With few exceptions, the Dutch painters of the 17th century used similar pigments as the Ancient Egyptians and Greeks. Think of ancient peoples painting about 15,000 BCE in caves at Lascaux or the Egyptian Vizier recording history for the Pharaoh with chunks of ochre and charcoal. These same natural earth pigments were used to decorate sheets of papyrus, vellum, paper, caves, walls, faces, bodies, fabrics, clothing, tools, weapons, and stones everywhere. They probably just hacked a chunk off the cave wall and started painting, or charred some bone or sticks of wood and began to draw.

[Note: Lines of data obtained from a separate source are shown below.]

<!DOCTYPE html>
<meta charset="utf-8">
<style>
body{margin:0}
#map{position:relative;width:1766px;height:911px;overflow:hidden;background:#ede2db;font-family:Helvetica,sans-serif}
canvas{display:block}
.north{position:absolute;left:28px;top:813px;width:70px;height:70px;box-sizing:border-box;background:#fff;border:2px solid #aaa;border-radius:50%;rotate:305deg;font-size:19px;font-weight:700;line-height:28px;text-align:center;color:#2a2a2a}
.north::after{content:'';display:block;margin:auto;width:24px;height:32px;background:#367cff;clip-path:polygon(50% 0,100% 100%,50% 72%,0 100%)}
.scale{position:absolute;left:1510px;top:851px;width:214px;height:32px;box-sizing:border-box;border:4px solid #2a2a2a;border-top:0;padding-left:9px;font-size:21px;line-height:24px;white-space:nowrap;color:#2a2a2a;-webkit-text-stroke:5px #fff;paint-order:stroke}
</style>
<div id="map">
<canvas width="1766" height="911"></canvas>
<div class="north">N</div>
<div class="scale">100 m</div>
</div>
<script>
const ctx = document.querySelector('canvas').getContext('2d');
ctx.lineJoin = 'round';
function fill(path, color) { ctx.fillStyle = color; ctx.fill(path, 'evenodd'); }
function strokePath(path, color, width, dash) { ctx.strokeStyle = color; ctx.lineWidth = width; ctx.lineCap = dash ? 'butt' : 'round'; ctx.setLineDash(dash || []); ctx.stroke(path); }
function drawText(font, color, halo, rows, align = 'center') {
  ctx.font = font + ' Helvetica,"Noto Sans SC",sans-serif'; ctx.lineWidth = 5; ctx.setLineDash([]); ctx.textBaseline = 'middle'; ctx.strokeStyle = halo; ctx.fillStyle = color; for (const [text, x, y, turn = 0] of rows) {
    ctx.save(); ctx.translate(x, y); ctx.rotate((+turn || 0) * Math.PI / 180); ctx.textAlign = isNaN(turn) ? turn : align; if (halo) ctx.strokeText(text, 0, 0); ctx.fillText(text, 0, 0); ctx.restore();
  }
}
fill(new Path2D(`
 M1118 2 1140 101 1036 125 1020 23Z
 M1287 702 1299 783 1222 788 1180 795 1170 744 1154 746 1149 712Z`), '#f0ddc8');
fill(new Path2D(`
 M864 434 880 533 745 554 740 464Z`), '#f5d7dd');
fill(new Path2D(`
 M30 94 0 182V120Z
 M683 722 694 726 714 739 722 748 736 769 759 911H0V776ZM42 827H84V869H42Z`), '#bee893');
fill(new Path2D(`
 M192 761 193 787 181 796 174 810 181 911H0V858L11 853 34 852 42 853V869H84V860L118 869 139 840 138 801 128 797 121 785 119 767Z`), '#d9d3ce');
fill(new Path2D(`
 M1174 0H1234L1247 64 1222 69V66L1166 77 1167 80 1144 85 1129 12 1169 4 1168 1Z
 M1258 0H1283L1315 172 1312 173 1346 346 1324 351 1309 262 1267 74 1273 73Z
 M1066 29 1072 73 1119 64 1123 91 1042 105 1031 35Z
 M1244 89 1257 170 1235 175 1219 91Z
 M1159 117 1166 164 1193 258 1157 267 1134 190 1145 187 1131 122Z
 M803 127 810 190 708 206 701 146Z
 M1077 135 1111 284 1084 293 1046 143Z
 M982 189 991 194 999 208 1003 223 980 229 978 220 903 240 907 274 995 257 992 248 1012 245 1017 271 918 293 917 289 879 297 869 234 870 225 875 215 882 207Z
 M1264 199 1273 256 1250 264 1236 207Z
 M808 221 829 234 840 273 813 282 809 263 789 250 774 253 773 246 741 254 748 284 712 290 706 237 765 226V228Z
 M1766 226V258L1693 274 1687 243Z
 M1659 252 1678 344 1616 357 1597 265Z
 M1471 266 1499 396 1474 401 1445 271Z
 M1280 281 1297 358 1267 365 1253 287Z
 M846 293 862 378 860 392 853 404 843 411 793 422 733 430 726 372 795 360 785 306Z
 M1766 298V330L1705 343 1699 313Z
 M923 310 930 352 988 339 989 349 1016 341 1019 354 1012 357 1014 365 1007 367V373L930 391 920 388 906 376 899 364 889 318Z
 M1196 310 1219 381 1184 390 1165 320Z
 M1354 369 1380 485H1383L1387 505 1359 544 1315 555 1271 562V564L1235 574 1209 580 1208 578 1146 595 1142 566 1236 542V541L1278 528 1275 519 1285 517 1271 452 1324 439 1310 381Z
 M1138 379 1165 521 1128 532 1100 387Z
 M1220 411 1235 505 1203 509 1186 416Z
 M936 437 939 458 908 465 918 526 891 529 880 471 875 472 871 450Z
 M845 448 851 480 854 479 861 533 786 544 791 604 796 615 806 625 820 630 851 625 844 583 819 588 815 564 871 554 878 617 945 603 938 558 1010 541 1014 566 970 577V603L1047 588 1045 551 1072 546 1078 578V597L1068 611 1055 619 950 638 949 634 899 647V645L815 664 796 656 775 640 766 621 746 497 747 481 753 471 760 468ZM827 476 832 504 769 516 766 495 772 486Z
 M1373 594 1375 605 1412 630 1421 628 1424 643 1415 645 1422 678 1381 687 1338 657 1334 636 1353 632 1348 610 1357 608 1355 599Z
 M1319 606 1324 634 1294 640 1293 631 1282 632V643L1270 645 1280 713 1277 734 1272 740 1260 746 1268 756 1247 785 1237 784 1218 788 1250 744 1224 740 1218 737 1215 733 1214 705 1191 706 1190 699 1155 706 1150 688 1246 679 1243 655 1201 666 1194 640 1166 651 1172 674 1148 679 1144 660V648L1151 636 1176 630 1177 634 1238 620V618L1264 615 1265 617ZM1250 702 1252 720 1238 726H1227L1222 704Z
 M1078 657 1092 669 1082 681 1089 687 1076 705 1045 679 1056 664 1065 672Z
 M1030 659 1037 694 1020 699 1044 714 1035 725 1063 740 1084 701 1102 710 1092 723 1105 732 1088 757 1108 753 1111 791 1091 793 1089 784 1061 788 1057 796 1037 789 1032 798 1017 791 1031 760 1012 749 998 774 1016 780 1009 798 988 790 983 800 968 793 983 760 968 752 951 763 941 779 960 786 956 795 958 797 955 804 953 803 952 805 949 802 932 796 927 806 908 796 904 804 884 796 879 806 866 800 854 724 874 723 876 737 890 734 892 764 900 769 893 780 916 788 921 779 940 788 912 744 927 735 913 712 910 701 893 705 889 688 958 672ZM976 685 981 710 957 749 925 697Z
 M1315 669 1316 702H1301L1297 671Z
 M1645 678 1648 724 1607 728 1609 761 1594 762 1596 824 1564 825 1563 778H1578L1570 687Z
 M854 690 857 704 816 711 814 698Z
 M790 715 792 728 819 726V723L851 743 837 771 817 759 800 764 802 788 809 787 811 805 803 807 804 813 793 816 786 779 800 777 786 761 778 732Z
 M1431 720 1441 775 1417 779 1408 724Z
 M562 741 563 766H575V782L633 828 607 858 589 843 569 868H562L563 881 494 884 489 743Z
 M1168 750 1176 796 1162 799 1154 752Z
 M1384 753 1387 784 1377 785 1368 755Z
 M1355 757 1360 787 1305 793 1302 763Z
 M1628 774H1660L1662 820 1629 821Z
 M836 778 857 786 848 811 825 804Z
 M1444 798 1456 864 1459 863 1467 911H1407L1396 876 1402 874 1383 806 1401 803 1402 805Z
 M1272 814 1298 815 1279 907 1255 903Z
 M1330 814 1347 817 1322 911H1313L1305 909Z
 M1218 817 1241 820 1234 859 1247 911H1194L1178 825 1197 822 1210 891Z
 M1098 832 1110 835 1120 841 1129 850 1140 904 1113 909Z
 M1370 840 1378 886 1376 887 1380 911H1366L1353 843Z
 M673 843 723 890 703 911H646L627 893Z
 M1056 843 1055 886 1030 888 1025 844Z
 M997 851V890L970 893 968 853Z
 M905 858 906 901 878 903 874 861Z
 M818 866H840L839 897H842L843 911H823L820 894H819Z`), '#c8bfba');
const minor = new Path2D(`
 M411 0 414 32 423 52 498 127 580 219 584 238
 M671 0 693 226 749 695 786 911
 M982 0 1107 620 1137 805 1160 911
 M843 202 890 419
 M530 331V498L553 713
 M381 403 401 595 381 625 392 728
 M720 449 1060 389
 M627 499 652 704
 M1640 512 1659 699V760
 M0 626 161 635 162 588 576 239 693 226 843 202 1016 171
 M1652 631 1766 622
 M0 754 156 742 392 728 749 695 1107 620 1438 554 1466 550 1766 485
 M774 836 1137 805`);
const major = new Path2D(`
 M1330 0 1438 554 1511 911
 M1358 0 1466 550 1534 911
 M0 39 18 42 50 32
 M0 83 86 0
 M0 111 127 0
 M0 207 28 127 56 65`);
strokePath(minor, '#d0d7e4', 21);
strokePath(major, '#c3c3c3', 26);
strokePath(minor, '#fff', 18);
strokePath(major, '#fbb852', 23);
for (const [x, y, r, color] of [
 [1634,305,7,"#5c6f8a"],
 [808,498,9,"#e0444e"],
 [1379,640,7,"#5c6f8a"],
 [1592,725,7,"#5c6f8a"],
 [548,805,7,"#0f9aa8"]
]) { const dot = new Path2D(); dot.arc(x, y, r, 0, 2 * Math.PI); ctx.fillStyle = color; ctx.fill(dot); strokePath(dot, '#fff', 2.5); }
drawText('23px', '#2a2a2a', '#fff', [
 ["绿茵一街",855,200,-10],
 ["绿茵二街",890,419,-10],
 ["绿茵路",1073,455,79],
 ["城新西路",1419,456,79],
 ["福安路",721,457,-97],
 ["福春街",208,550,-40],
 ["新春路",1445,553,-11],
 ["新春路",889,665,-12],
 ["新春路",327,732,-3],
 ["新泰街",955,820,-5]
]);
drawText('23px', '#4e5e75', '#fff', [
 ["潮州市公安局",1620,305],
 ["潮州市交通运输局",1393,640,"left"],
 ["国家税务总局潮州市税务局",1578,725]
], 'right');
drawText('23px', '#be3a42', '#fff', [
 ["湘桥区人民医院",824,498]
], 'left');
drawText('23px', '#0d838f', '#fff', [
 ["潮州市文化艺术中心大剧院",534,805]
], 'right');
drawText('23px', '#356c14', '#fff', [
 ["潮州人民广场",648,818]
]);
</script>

After Hatshepsut encouraged world trade in circa 1479 BCE, pigments such as Egyptian blue frit traveled the waterways to far off lands. Hatshepsut, the renown female Pharaoh, in turn, imported orpiment (a bright yellow) from Italy and Turkey and vermilion from China for Egyptian artisans to decorate the dazzling treasures or sarcophagus of one of (or all of) the eleven Ramesses the Great, King Horemheb, or good ole’ King Tut himself.